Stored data
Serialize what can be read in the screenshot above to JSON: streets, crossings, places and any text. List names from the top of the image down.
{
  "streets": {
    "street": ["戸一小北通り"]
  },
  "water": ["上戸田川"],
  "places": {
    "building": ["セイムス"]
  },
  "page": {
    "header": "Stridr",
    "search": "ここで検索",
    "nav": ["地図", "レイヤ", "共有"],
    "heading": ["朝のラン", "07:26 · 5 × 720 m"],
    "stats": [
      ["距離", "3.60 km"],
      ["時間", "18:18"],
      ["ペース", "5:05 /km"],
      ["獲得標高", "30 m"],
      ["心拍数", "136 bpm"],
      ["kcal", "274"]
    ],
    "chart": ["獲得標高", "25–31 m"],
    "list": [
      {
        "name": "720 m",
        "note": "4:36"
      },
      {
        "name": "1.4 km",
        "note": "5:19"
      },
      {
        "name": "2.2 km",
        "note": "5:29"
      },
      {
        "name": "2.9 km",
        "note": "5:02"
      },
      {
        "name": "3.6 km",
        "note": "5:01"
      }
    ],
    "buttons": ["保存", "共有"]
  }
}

The problem
Set down the entries above again, word for word.

The answer
Serialize what can be read in the screenshot above to JSON: streets, crossings, places and any text. List names from the top of the image down.
{
  "streets": {
    "street": ["戸一小北通り"]
  },
  "water": ["上戸田川"],
  "places": {
    "building": ["セイムス"]
  },
  "page": {
    "header": "Stridr",
    "search": "ここで検索",
    "nav": ["地図", "レイヤ", "共有"],
    "heading": ["朝のラン", "07:26 · 5 × 720 m"],
    "stats": [
      ["距離", "3.60 km"],
      ["時間", "18:18"],
      ["ペース", "5:05 /km"],
      ["獲得標高", "30 m"],
      ["心拍数", "136 bpm"],
      ["kcal", "274"]
    ],
    "chart": ["獲得標高", "25–31 m"],
    "list": [
      {
        "name": "720 m",
        "note": "4:36"
      },
      {
        "name": "1.4 km",
        "note": "5:19"
      },
      {
        "name": "2.2 km",
        "note": "5:29"
      },
      {
        "name": "2.9 km",
        "note": "5:02"
      },
      {
        "name": "3.6 km",
        "note": "5:01"
      }
    ],
    "buttons": ["保存", "共有"]
  }
}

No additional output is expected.